--- Description of the task ---
For this exercise, please reproduce the records below word for word, from the first line through the line with "Bounding boxes for".

--- Collected data entries ---
-----
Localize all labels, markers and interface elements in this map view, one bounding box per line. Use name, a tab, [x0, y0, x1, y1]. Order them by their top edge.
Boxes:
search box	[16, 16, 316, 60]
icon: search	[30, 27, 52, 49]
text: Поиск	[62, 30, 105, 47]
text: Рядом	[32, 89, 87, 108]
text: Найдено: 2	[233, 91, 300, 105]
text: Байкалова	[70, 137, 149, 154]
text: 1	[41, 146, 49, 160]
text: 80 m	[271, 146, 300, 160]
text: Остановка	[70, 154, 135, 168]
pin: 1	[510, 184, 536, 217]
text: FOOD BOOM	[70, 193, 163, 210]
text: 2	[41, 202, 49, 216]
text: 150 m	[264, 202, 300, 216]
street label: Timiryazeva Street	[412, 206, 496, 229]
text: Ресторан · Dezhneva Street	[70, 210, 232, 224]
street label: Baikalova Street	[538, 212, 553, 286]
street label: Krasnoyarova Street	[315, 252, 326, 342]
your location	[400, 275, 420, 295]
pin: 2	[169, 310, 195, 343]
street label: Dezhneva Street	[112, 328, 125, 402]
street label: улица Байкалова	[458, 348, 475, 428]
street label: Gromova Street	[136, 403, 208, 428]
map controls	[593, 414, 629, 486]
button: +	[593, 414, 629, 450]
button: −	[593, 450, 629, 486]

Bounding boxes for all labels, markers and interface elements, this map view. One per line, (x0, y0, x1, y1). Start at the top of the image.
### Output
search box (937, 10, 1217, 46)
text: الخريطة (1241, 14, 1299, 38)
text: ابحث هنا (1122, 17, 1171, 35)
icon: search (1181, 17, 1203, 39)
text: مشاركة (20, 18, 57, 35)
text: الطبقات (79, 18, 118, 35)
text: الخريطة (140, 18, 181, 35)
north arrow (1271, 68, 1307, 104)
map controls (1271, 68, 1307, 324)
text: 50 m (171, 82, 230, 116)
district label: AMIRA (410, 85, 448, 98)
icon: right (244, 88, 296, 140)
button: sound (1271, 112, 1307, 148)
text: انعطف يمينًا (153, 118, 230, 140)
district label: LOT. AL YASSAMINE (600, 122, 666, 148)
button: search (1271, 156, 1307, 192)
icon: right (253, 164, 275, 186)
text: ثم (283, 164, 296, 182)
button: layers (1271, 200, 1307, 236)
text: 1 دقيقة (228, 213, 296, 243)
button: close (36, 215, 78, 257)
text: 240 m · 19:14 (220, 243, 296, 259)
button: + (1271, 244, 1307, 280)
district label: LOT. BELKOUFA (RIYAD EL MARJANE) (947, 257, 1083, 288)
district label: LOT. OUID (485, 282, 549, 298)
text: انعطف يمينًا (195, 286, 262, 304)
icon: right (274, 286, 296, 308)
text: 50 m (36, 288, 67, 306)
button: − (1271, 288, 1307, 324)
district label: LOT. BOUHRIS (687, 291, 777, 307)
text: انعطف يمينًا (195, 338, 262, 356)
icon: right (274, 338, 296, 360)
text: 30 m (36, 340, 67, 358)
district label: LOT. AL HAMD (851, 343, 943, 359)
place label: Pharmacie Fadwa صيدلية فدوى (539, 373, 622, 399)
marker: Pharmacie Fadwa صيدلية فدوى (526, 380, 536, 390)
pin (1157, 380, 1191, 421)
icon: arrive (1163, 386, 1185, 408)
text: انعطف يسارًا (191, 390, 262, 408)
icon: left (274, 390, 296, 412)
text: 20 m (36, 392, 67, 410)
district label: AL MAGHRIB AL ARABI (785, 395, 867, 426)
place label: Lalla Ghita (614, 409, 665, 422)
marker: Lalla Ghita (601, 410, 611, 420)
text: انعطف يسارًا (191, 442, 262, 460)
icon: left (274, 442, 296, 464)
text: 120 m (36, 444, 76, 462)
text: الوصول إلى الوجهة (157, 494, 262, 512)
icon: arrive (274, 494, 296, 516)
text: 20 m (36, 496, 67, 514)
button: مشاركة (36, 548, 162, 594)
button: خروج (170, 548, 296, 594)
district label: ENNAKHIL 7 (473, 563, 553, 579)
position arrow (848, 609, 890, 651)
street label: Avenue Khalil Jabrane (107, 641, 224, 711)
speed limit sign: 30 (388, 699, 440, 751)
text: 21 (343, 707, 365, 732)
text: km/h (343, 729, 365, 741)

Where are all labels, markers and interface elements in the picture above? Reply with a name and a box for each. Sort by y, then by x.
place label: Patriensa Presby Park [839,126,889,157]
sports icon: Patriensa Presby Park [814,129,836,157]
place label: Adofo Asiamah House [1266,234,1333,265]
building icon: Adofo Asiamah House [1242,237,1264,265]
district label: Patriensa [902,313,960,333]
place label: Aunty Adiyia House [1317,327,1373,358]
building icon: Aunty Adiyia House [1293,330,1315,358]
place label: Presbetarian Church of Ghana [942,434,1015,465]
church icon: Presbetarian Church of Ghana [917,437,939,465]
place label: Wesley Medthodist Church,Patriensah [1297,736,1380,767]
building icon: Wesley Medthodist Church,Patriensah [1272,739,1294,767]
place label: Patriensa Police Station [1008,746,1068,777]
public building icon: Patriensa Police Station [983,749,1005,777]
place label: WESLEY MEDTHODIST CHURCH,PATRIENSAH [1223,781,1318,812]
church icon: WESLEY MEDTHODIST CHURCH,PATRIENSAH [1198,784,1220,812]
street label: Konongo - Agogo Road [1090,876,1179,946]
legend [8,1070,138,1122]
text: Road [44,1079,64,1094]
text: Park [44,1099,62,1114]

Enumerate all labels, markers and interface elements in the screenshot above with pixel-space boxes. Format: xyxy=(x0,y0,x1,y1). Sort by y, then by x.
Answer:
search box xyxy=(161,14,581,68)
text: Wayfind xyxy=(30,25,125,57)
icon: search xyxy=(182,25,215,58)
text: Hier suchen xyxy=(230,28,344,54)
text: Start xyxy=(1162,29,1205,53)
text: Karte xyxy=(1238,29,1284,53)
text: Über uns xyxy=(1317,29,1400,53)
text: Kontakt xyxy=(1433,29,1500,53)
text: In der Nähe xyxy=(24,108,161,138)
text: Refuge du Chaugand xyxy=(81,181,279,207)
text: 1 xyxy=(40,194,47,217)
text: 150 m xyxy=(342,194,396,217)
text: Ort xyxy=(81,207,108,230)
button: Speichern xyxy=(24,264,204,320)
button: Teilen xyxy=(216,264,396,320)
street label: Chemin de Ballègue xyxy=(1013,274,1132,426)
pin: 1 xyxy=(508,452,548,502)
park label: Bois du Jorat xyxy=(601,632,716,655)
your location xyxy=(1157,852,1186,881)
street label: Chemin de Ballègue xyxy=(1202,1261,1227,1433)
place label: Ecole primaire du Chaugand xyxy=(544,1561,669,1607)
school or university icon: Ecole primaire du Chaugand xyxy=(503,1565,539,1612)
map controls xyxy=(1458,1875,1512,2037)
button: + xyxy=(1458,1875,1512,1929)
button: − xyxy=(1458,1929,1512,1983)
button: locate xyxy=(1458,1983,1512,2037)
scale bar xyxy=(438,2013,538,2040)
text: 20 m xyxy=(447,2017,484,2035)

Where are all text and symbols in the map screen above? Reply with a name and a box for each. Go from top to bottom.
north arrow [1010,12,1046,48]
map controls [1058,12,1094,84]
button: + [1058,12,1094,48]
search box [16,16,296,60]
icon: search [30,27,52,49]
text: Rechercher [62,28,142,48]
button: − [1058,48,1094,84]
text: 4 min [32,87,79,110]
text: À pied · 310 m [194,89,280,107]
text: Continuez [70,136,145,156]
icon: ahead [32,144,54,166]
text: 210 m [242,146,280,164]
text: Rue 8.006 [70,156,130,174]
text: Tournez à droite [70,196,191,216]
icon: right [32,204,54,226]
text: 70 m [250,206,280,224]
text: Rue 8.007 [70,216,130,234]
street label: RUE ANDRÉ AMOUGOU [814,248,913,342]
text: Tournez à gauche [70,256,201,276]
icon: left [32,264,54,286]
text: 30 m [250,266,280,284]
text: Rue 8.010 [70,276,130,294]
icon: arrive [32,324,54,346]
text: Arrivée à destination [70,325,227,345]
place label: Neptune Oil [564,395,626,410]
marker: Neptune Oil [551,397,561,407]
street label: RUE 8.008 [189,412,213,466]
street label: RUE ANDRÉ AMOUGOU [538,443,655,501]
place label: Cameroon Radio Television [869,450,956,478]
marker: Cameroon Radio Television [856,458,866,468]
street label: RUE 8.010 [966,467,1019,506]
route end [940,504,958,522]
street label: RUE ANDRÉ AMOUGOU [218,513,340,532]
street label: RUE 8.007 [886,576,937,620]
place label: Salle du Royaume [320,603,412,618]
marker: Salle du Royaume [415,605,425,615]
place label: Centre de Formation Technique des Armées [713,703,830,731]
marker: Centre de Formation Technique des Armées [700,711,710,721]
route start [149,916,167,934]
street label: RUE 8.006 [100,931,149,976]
-----
--- Exercise output ---
Localize all labels, markers and interface elements in this map view, one bounding box per line. Use name, a tab, [x0, y0, x1, y1]. Order them by their top edge.
Boxes:
search box	[16, 16, 316, 60]
icon: search	[30, 27, 52, 49]
text: Поиск	[62, 30, 105, 47]
text: Рядом	[32, 89, 87, 108]
text: Найдено: 2	[233, 91, 300, 105]
text: Байкалова	[70, 137, 149, 154]
text: 1	[41, 146, 49, 160]
text: 80 m	[271, 146, 300, 160]
text: Остановка	[70, 154, 135, 168]
pin: 1	[510, 184, 536, 217]
text: FOOD BOOM	[70, 193, 163, 210]
text: 2	[41, 202, 49, 216]
text: 150 m	[264, 202, 300, 216]
street label: Timiryazeva Street	[412, 206, 496, 229]
text: Ресторан · Dezhneva Street	[70, 210, 232, 224]
street label: Baikalova Street	[538, 212, 553, 286]
street label: Krasnoyarova Street	[315, 252, 326, 342]
your location	[400, 275, 420, 295]
pin: 2	[169, 310, 195, 343]
street label: Dezhneva Street	[112, 328, 125, 402]
street label: улица Байкалова	[458, 348, 475, 428]
street label: Gromova Street	[136, 403, 208, 428]
map controls	[593, 414, 629, 486]
button: +	[593, 414, 629, 450]
button: −	[593, 450, 629, 486]

Bounding boxes for all labels, markers and interface elements, this map view. One per line, (x0, y0, x1, y1). Start at the top of the image.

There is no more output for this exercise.